Paper No. 3
Presentation Time: 09:10
ANDESITIC VOLCANISM IN WESTERN MEXICO BY MELTING OF AMPHIBOLITIC MANTLE WEDGE PLUMES
The western Mexican subduction zone is characterized by the steep subduction of the young Rivera plate, and by the presence of a continental rift at ~230 km from the trench under which the slab is either extremely deep or even absent (>300 km). Magmatism is distributed in a dual volcanic chain with the unusual character to become less potassic and more volumetric towards the rear. With the exception of Colima volcano, volcanism at the frontal chain is mostly monogenetic and mafic, with abundant potassic lamprophyres that display strong subduction (Rb/Ta= 40-150), rutile (Nb/Ta= 17-27) and garnet (Gd/Yb= 2-8) signatures. In contrast, mafic rocks at the rear chain are intraplate-like basalts that appear to derive from low extents of melting of a dryer (Rb/Ta= 4-20) and shallower (Gd/Yb= 2-2.5) mantle source. Although a transition from a volcanic arc-front to an extensional back-arc is apparent if only the more mafic rocks are considered, at least five andesitic stratovolcanoes have been emplaced at the rear volcanic chain over the last million years (San Juan, Sangangüey, Tepetiltic, Ceboruco and Tequila).
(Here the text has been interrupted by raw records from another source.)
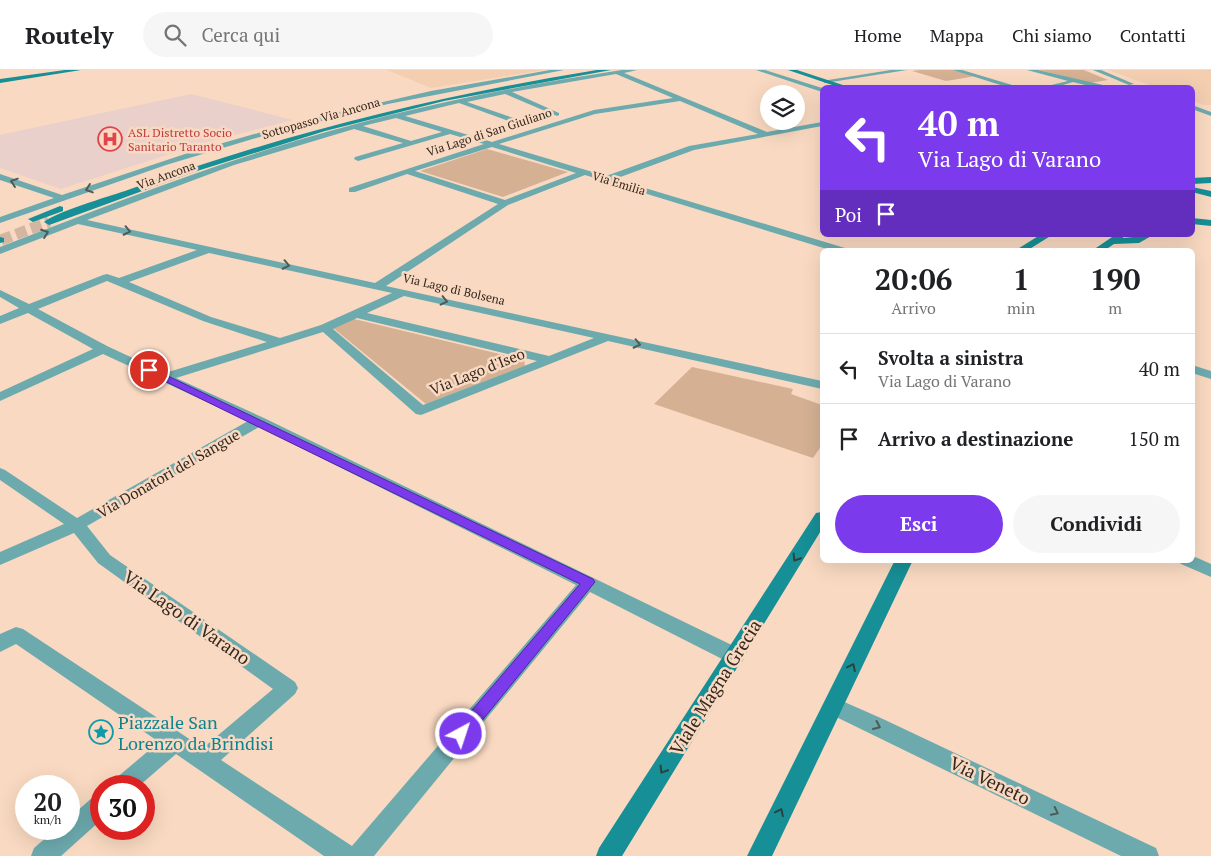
<!DOCTYPE html>
<html lang="it">
<head>
<meta charset="utf-8">
<style>
  :root { --surface:#fff; --page:#f6f6f6; --text:#202124; --muted:#757577; --line:#e0e0e0; --accent:#7c3aed }
  body { margin:0; font-family:"PT Serif",serif; background:var(--page); color:var(--text); height:100vh; display:flex; flex-direction:column; font-size:19px; white-space:nowrap }
  * { box-sizing:border-box; margin:0 }
  p { font-size:16px; color:var(--muted) }
  .icon { flex:none; width:28px; height:28px; fill:none; stroke:currentColor; stroke-width:2; stroke-linecap:round; stroke-linejoin:round }
  .map { position:relative; flex:1; overflow:hidden }
  .sheet { position:absolute; left:820px; top:178px; width:375px; height:315px; display:flex; flex-direction:column; background:var(--surface); border-radius:8px; box-shadow:0 5px 20px #0002 }
  .sheet>* { flex:none }
  .hud { position:absolute; left:820px; top:15px; width:375px; height:152px; border-radius:8px; box-shadow:0 5px 20px #0002; background:#7c3aed; color:#fff; overflow:hidden }
  .tools { position:absolute; left:760px; top:15px; display:grid; gap:10px }
  .tools a { display:grid; place-items:center; width:45px; height:45px; border-radius:50%; background:var(--surface); box-shadow:0 5px 20px #0002; font-size:25px }
  .speed { position:absolute; left:15px; top:705px; display:flex; gap:10px; font-size:25px; font-weight:700; text-align:center }
  .speed>* { display:grid; place-content:center; width:65px; height:65px; border-radius:50%; background:var(--surface); box-shadow:0 5px 20px #0002; line-height:1 }
  .speed small { font-size:12px; font-weight:400 }
  .speed .limit { border:8px solid #d22; background:#fff; color:#111 }
  .pin { position:absolute; display:grid; place-items:center; width:42px; height:42px; color:#fff; margin:-21px; border:2px solid #fff; border-radius:50%; box-shadow:0 1px 5px #0007 }
  .me { position:absolute; width:55px; margin:-28px; rotate:40deg; stroke-linejoin:round; filter:drop-shadow(0 0 4px #0008) }
  .turn { display:flex; align-items:center; gap:18px; height:105px; padding:0 15px; font-size:22px }
  .turn .icon { width:65px; height:65px; stroke-width:2.5 }
  .turn b { display:block; font-size:35px; line-height:42px }
  .then { display:flex; align-items:center; height:48px; padding:0 15px; background:#0003; gap:10px; font-size:19px }
  .eta { display:flex; justify-content:space-evenly; align-items:center; height:85px; text-align:center }
  .eta b { font-size:30px; font-weight:800; line-height:35px }
  .cta { display:flex; gap:10px; margin-top:auto; padding:10px 15px }
  .cta a { flex:1; height:58px; border-radius:30px; background:var(--accent); color:#fff; font-size:20px; font-weight:800; line-height:58px; text-align:center }
  .cta a+a { background:var(--page); color:var(--text) }
  ul { padding:0; list-style:none }
  li { display:flex; align-items:center; gap:15px; height:70px; padding:0 15px; border-top:1px solid var(--line) }
  li div { flex:1 }
  li b { display:block; font-size:19px }
  li em { font-style:normal }
  header { display:flex; align-items:center; gap:30px; box-sizing:border-box; height:70px; padding:0 25px; background:var(--surface); border-bottom:1px solid var(--line) }
  header strong { font-size:24px }
  nav { display:flex; gap:28px; margin-inline-start:auto; font-size:18px }
  .search { width:350px; height:45px; background:var(--page); display:flex; align-items:center; gap:12px; box-sizing:border-box; padding:0 18px; border-radius:28px; color:var(--muted); font-size:19px }
  .map>svg:first-child { display:block }
  .built { fill:#f3ceb1 }
  .medical { fill:#e9d0ca }
  .green { fill:#d5b093 }
  .lines { fill:none; stroke-linecap:round; stroke-linejoin:round }
  .secondary-tunnel-far1 { stroke:#d2b6a1; stroke-width:8; stroke-dasharray:8 4.5; stroke-linecap:butt }
  .secondary-tunnel { stroke:#d2b6a1; stroke-width:11; stroke-dasharray:11 5; stroke-linecap:butt }
  .street { fill:#6daaae; fill-rule:evenodd }
  .secondary { fill:#178f96; fill-rule:evenodd }
  .oneway { stroke:#4b5c58 }
  .oneway2 { stroke:#2d423d }
  .route { fill:#7c3aed; stroke:#51269a }
  .labels { text-anchor:middle; dominant-baseline:central; stroke-width:5; stroke-linejoin:round; paint-order:stroke }
  .far-street-label { font-size:12px; fill:#34281f; stroke:#f9d9c1 }
  .far-health-label { font-size:12px; fill:#be3a42; stroke:#f9d9c1; text-anchor:start }
  .street-label { font-size:15px; fill:#34281f; stroke:#f9d9c1 }
  .near-street-label { font-size:18px; fill:#34281f; stroke:#f9d9c1 }
  .near-culture-label { font-size:18px; fill:#0d838f; stroke:#f9d9c1; text-anchor:start }
</style>
</head>
<body>
<header>
<strong>Routely</strong>
<div class="search"><svg class="icon" aria-label="search" viewBox="0 0 24 24"><circle cx="10" cy="10" r="6"/><path d="M15 15l6 6"/></svg>Cerca qui</div>
<nav><a>Home</a><a>Mappa</a><a>Chi siamo</a><a>Contatti</a></nav>
</header>
<div class="map">
<svg width="1211" height="786" viewBox="0 0 1211 786">
  <rect width="100%" height="100%" fill="#f9d9c1"/>
  <!-- built -->
  <path class="built" d="M387,0H545L431,18Z
    M1108,0H1211V35H1204L1193,31L1192,18L1155,17Z"/>
  <!-- medical -->
  <path class="medical" d="M191,24L293,50L204,73L61,119L0,98V65Z"/>
  <!-- green -->
  <path class="green" d="M920,0H954L976,6L946,11L912,1Z
    M1039,0H1084L1108,10L1090,13Z
    M487,79L568,102L503,127L420,101Z
    M350,248L524,290L525,296L426,334L332,257Z
    M692,297L793,319L791,324L822,335V375L813,388L654,334Z"/>
  <g class="lines">
    <!-- secondary-tunnel-far1 -->
    <path class="secondary-tunnel-far1" d="M47,153L49,152"/>
    <!-- secondary-tunnel -->
    <path class="secondary-tunnel" d="M1,170L49,152"/>
    <!-- street -->
    <path class="street" d="M550,0H564L388,34L263,66L166,95L0,153V147L54,128L0,110V104L62,125L188,83L300,51L431,21Z
      M622,0H637L624,3L767,62L822,52V56L694,80L615,109L845,178L846,180H830L585,105L508,135L386,216L822,311V319L608,271L421,345L416,344L323,262L176,308L264,348L742,580L745,586L742,592L735,594L728,592L590,522L374,786H324L176,684L139,716H112L115,709L159,672L16,574L0,582V564L16,557L23,559L203,678L273,619L98,493L74,463L0,495V482L64,454L0,410V398L5,400L77,448L248,351L103,284L0,331V322L93,279L28,243L0,254V246L19,238L0,227V220L29,234L103,205L107,204L119,208L197,180L78,154L0,184V177C88,143 176,108 266,80C382,43 502,18 622,0ZM616,4L673,28L594,40L492,72L405,46L459,33L522,56L526,54L525,52L467,32L505,24L557,46L559,45V43L512,22ZM680,31L758,64L689,76L606,106L499,74L595,44ZM396,48L442,62L411,71L363,56ZM354,59L403,73L355,87L354,89L358,91L450,64L484,74L349,118V122H355L407,104L498,134L375,213L87,150L234,95ZM492,77L576,103L505,130L415,101ZM209,183L392,223L321,255L280,268L211,247L129,212ZM107,211L203,251L267,272L165,303L107,276L38,239ZM404,226L594,268L549,286L367,243ZM357,248L537,291L423,335L333,259ZM259,357L576,515L352,776L221,690L295,624L298,618L295,612L110,485L87,456Z
      M756,0H765L822,18V22Z
      M891,0H907L825,13L822,11Z
      M953,0H962L1022,18H1010Z
      M1027,0H1038L1103,15L1139,18H1097L1073,12L1053,18H1039L1068,11Z
      M1093,0H1101L1134,14L1129,15Z
      M1192,35L1211,42V46L1192,39Z
      M1192,295L1211,301V309L1192,303Z
      M1193,486L1211,494V507L1181,494L1178,490H1192Z
      M833,627L883,649L1156,778L1159,786H1121L826,642L823,636L826,630Z
      M101,724V750L61,786H31L34,778L56,759H69V748L93,727Z"/>
    <!-- secondary -->
    <path class="secondary" d="M65,0H81L0,13V9Z
      M597,0H611L444,31L325,61L197,101L52,154L49,155L44,152C54,143 109,126 125,121C279,65 435,26 597,0Z
      M788,0H797L852,18H841Z
      M1211,107V113L1192,114V108Z
      M1192,117L1211,121V127L1192,122Z
      M60,136L63,137V141L33,152L28,149Z
      M1192,148L1211,150V156L1192,154Z
      M1040,165H1052L1028,180H1016Z
      M1115,165H1124L1123,168L1153,165L1139,173L1114,174L1105,180H1093Z
      M0,167L4,168V172L0,173Z
      M822,442V459L622,786H596L599,778L816,443Z
      M895,490H913L772,786H747Z"/>
  </g>
  <!-- one-way arrows -->
  <defs><path id="oneway-chevron" d="M-2-3.5L2.5 0L-2 3.5" fill="none" stroke-width="1.6" stroke-linecap="round" stroke-linejoin="round" transform="scale(1.25)"/></defs>
  <g class="oneway">
    <use href="#oneway-chevron" transform="translate(14 112) rotate(-161)"/>
    <use href="#oneway-chevron" transform="translate(89 119) rotate(161)"/>
    <use href="#oneway-chevron" transform="translate(127 161) rotate(12)"/>
    <use href="#oneway-chevron" transform="translate(45 163) rotate(-20)"/>
    <use href="#oneway-chevron" transform="translate(286 195) rotate(12)"/>
    <use href="#oneway-chevron" transform="translate(444 231) rotate(13)"/>
    <use href="#oneway-chevron" transform="translate(637 274) rotate(12)"/>
    <use href="#oneway-chevron" transform="translate(877 656) rotate(25)"/>
    <use href="#oneway-chevron" transform="translate(1055 742) rotate(26)"/>
  </g>
  <g class="oneway2">
    <use href="#oneway-chevron" transform="translate(796 488) rotate(122)"/>
    <use href="#oneway-chevron" transform="translate(852 597) rotate(-64)"/>
    <use href="#oneway-chevron" transform="translate(663 700) rotate(122)"/>
    <use href="#oneway-chevron" transform="translate(780 742) rotate(-64)"/>
  </g>
  <!-- route -->
  <path class="route" d="M149,297L593,509L595,512L467,669L461,672L455,669L453,664L455,660L580,514L146,302L145,300Z"/>
  <!-- icons -->
  <defs>
    <g id="hospital-ring" transform="scale(1.25)"><circle r="9.5" fill="#f9d9c1" stroke="#e0444e" stroke-width="1.5"/><path d="M-5-5h3v3.5h4V-5h3V5h-3V1.5h-4V5h-3Z" fill="#e0444e"/></g>
    <g id="sight-ring" transform="scale(1.25)"><circle r="9.5" fill="#f9d9c1" stroke="#0f9aa8" stroke-width="1.5"/><path d="M0-6L1.8-2.2L6-1.7L2.9 1.2L3.7 5.4L0 3.3L-3.7 5.4L-2.9 1.2L-6-1.7L-1.8-2.2Z" fill="#0f9aa8"/></g>
  </defs>
  <g fill-rule="evenodd">
    <use href="#hospital-ring" x="110" y="69"/>
    <use href="#sight-ring" x="101" y="662"/>
  </g>
  <g class="labels">
    <!-- far-street labels -->
    <g class="far-street-label">
      <text transform="translate(321 48) rotate(-16)">Sottopasso Via Ancona</text>
      <text transform="translate(489 62) rotate(-18)">Via Lago di San Giuliano</text>
      <text transform="translate(166 105) rotate(-20)">Via Ancona</text>
      <text transform="translate(619 113) rotate(17)">Via Emilia</text>
      <text transform="translate(454 219) rotate(13)">Via Lago di Bolsena</text>
    </g>
    <!-- far-health labels -->
    <g class="far-health-label">
      <text x="128" y="62">ASL Distretto Socio<tspan x="128" dy="14">Sanitario Taranto</tspan></text>
    </g>
    <!-- street labels -->
    <g class="street-label">
      <text transform="translate(477 301) rotate(-22)">Via Lago d'Iseo</text>
      <text transform="translate(168 403) rotate(-30)">Via Donatori del Sangue</text>
    </g>
    <!-- near-street labels -->
    <g class="near-street-label">
      <text transform="translate(187 547) rotate(35)">Via Lago di Varano</text>
      <text transform="translate(715 617) rotate(-58)">Viale Magna Grecia</text>
      <text transform="translate(990 710) rotate(26)">Via Veneto</text>
    </g>
    <!-- near-culture labels -->
    <g class="near-culture-label">
      <text x="118" y="652">Piazzale San<tspan x="118" dy="21">Lorenzo da Brindisi</tspan></text>
    </g>
  </g>
</svg>
<div class="tools">
<a><svg class="icon" aria-label="layers" viewBox="0 0 24 24"><path d="M12 4l9 5-9 5-9-5zM3 14l9 5 9-5"/></svg></a>
</div>
<div class="speed"><div>20<small>km/h</small></div><div class="limit">30</div></div>
<div class="pin" style="left:149px;top:300px;background:#d93025"><svg class="icon" aria-label="arrive" viewBox="0 0 24 24"><path d="M6 21V4h12l-3 4 3 4H6"/></svg></div>
<svg class="me" style="left:461px;top:664px" viewBox="-20 -20 40 40"><circle r="17" fill="#7c3aed" stroke="#fff" stroke-width="3"/><path d="M0-11L8 9 0 5-8 9z" fill="#fff"/></svg>
<div class="hud">
<div class="turn"><svg class="icon" aria-label="left" viewBox="0 0 24 24"><path d="M17 20v-9H6M10 6l-5 5 5 5"/></svg><div><b>40 m</b>Via Lago di Varano</div></div>
<div class="then">Poi<svg class="icon" aria-label="arrive" viewBox="0 0 24 24"><path d="M6 21V4h12l-3 4 3 4H6"/></svg></div>
</div>
<section class="sheet">
<div class="eta">
<div><b>20:06</b><p>Arrivo</p></div>
<div><b>1</b><p>min</p></div>
<div><b>190</b><p>m</p></div>
</div>
<ul>
<li><svg class="icon" aria-label="left" viewBox="0 0 24 24"><path d="M17 20v-9H6M10 6l-5 5 5 5"/></svg><div><b>Svolta a sinistra</b><p>Via Lago di Varano</p></div><em>40 m</em></li>
<li><svg class="icon" aria-label="arrive" viewBox="0 0 24 24"><path d="M6 21V4h12l-3 4 3 4H6"/></svg><div><b>Arrivo a destinazione</b></div><em>150 m</em></li>
</ul>
<div class="cta"><a>Esci</a><a>Condividi</a></div>
</section>
</div>
</body>
</html>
These volcanoes erupt monotonous two-pyroxene, high-Mg# (~60) calc-alkaline andesites with occasional hornblende, have strong subduction signatures (Rb/Ta= 25-105), but extend to low Gd/Yb (1.2) and Nb/Ta (~12) ratios that suggest residual amphibole. Calc-alkaline basalts are surprisingly rare and unlikely to be parental to andesites unless enormous quantities (>70%) of fractionating amphibole are considered. Potassium-rich rocks at the volcanic front appear to be influenced by deep and hot slab-derived melts or supercritical fluids, whereas calc-alkaline andesites erupting from stratovolcanoes at the rear chain appear to be sampling a much shallower source in which amphibole plays an important role. Direct melting of a crustal amphibolites to form andesites is unlikely due their high-Mg#, but delivering shallow slab melts to the rear chain is problematic due to the steep subduction angle. This either indicates that inherited amphibolitic heterogeneities may be present in the local upper mantle, or that mixtures of hydrous and partially molten basalts and sediments can rise buoyantly away from the down-dragging slab as discrete "wet plumes" that can be trapped into the upwelling regime of the continental rift.